— WHAT TO DO —
Among the records, which lines hold the word "Baseball"? Pick them out.

— RECORD EXCERPTS —
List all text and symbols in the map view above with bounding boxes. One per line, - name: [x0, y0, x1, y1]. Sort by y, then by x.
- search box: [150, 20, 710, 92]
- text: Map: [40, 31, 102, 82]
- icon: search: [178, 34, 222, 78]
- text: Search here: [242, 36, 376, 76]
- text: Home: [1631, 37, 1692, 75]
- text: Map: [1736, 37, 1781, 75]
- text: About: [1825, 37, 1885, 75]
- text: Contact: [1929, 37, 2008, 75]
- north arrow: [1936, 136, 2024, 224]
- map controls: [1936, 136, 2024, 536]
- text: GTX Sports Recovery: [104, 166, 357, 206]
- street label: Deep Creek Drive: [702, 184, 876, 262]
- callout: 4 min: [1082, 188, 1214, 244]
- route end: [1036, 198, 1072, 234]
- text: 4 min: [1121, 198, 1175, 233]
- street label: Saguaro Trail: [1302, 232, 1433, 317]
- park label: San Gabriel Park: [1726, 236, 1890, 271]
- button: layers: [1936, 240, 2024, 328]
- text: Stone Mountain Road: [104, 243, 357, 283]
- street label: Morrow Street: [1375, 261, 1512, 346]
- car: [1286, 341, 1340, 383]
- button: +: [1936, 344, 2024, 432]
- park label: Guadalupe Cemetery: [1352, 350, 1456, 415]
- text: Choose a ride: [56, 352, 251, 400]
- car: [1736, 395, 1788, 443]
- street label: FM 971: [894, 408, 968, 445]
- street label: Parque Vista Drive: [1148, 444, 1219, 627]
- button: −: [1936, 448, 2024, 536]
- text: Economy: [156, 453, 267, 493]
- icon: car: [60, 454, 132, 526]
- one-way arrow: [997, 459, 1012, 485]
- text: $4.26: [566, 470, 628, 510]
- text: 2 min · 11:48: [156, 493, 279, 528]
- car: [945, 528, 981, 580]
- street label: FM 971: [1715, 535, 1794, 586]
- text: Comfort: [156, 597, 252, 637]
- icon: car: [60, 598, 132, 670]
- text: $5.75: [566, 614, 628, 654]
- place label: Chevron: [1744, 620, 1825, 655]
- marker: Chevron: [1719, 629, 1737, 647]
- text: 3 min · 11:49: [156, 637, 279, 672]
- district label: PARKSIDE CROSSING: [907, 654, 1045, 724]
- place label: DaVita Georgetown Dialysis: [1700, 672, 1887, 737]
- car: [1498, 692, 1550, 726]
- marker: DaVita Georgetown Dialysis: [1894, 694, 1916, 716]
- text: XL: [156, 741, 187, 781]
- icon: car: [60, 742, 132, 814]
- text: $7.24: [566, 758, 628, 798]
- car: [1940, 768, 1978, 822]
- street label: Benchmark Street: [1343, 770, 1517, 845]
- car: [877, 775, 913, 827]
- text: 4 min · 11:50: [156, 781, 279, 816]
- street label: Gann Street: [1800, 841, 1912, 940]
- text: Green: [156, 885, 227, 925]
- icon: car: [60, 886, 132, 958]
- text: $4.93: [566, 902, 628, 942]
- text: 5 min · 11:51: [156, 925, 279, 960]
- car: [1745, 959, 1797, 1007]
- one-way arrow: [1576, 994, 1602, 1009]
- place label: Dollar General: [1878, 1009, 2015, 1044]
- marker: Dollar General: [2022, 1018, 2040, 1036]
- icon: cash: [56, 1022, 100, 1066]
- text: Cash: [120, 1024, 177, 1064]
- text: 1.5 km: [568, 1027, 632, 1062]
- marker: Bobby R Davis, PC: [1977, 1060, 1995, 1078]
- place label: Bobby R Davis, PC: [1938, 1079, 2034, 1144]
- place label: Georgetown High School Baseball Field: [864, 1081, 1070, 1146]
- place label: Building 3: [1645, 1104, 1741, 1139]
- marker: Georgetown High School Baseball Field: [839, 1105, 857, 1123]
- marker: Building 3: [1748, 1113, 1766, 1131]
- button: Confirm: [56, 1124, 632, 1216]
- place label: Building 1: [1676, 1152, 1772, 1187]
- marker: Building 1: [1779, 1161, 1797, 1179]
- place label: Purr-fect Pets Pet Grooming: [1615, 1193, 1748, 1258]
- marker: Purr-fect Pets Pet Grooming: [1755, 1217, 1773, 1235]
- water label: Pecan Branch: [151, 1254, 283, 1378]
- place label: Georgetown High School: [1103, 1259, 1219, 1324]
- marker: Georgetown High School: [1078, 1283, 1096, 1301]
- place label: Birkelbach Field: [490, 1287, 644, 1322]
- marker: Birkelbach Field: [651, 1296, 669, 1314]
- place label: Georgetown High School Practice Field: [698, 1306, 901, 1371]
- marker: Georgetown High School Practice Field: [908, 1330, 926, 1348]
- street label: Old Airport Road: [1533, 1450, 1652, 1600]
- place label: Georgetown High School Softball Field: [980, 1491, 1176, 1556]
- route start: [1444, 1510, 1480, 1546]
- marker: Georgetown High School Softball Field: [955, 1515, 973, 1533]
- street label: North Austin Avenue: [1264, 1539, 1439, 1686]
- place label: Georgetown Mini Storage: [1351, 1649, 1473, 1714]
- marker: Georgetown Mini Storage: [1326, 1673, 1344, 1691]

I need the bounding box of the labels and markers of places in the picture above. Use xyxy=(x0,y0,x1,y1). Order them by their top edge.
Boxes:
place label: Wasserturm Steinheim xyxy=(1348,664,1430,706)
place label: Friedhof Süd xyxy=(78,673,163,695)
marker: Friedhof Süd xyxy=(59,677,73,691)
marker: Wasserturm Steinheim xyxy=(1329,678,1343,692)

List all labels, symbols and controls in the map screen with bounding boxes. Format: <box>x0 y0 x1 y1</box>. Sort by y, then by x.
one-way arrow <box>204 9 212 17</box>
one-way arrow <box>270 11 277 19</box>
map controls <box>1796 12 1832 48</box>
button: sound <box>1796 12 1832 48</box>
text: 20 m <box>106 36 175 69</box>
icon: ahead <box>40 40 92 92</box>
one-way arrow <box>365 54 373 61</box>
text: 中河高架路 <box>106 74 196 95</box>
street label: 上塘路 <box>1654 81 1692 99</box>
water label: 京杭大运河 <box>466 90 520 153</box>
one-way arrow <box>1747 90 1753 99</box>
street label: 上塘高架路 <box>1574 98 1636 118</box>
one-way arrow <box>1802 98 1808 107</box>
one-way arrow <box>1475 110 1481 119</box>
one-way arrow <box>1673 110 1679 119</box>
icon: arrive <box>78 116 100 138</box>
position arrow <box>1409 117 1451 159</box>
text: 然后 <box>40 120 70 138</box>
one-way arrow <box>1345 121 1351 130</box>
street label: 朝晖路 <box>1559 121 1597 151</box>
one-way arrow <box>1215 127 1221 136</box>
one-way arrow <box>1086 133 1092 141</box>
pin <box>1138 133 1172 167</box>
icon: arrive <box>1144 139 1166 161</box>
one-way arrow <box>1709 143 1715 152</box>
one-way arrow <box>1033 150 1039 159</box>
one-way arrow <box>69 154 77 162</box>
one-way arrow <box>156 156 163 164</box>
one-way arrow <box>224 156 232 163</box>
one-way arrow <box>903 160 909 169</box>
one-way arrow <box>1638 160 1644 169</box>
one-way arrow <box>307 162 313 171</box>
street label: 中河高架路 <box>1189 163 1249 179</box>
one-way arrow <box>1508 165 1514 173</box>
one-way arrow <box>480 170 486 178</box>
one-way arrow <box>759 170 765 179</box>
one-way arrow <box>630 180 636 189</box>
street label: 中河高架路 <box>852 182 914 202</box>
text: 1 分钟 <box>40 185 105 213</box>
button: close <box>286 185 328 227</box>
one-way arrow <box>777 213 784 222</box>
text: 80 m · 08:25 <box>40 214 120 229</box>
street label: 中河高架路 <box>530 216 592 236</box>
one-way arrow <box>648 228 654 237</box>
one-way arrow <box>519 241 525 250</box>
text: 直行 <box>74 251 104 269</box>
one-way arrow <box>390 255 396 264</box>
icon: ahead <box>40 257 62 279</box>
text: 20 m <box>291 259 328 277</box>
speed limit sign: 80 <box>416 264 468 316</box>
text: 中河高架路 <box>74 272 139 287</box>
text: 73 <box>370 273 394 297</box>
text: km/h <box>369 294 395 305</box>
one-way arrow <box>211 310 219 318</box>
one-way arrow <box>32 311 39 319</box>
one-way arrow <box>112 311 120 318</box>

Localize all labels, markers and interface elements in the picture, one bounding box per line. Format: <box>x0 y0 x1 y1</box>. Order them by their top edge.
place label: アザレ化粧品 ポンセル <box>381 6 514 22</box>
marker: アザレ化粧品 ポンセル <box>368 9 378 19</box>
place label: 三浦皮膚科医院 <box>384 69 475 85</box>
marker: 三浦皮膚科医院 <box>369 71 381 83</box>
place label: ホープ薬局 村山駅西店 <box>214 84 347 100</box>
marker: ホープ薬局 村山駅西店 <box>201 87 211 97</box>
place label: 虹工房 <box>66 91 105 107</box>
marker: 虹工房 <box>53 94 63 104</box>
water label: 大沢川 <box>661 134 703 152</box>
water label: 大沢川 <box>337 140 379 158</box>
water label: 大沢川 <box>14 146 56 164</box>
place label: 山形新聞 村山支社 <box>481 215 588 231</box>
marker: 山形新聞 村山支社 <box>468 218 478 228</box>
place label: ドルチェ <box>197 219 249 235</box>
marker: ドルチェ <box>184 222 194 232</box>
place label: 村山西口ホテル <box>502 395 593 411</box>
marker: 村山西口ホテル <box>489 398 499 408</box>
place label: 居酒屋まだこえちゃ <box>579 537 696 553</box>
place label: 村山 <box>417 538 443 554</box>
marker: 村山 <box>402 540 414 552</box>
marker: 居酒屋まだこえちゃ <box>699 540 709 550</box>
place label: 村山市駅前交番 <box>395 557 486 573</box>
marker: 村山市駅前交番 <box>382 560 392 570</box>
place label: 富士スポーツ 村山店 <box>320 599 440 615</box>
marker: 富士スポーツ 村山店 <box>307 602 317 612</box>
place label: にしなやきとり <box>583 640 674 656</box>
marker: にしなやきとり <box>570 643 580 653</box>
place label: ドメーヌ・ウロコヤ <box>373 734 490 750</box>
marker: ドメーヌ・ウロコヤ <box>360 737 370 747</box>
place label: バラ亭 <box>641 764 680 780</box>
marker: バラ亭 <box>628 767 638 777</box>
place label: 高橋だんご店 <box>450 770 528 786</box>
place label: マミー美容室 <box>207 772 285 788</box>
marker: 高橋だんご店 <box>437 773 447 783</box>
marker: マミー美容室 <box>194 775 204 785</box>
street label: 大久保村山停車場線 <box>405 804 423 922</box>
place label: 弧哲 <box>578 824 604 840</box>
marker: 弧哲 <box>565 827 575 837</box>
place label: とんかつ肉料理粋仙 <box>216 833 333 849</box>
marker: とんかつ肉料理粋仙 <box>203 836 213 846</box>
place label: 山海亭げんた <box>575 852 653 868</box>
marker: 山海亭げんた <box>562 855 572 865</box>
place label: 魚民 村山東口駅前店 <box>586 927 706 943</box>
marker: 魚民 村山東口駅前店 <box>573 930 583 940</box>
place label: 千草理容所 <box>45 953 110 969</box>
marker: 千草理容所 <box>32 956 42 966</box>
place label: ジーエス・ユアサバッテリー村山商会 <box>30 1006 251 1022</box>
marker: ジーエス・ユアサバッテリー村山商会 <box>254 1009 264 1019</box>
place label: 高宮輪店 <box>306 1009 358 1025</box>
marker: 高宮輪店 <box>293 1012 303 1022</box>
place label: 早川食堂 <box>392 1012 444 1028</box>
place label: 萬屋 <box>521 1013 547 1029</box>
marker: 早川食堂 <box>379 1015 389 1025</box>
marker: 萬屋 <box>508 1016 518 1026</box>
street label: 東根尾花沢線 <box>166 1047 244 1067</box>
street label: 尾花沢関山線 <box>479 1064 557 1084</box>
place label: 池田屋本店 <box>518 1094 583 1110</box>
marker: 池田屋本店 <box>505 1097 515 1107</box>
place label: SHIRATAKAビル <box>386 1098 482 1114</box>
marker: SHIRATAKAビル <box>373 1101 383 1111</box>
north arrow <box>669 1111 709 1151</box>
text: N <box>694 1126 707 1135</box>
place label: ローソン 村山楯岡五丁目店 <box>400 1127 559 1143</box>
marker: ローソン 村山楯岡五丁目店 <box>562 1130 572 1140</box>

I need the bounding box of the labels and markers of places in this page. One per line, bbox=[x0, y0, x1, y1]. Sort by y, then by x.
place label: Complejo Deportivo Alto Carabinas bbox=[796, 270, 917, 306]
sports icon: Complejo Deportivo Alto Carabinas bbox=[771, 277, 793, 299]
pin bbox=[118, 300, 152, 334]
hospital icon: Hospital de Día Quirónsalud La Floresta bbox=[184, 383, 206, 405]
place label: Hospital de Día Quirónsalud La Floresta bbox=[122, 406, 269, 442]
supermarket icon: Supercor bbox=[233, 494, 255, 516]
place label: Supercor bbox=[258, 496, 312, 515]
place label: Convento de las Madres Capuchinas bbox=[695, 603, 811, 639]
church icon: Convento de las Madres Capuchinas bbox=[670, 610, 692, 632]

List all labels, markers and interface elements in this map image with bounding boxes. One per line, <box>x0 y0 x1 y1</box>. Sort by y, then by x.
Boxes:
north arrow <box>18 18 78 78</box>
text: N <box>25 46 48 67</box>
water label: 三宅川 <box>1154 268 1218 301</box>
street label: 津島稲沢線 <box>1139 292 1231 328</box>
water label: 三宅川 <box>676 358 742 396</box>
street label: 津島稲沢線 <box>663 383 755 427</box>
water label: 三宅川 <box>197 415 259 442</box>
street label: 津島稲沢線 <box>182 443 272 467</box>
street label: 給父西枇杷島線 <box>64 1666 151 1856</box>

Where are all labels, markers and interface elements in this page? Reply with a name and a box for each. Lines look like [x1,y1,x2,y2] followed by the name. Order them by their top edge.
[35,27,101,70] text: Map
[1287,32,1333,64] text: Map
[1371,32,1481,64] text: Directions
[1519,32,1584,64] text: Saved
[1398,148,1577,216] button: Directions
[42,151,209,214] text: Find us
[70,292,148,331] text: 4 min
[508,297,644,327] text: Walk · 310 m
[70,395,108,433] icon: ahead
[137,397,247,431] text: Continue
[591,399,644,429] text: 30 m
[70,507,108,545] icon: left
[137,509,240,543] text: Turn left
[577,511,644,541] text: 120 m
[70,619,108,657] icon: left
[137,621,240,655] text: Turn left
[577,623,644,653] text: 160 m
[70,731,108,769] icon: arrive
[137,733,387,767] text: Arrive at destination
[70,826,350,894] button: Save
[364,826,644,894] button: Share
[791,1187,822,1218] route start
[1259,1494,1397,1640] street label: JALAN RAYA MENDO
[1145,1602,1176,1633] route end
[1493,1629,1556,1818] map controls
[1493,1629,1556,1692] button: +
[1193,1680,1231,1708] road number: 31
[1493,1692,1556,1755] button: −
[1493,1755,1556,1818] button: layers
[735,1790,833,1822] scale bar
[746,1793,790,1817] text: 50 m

— RESPONSE FOR THIS EXERCISE —
- place label: Georgetown High School Baseball Field: [864, 1081, 1070, 1146]
- marker: Georgetown High School Baseball Field: [839, 1105, 857, 1123]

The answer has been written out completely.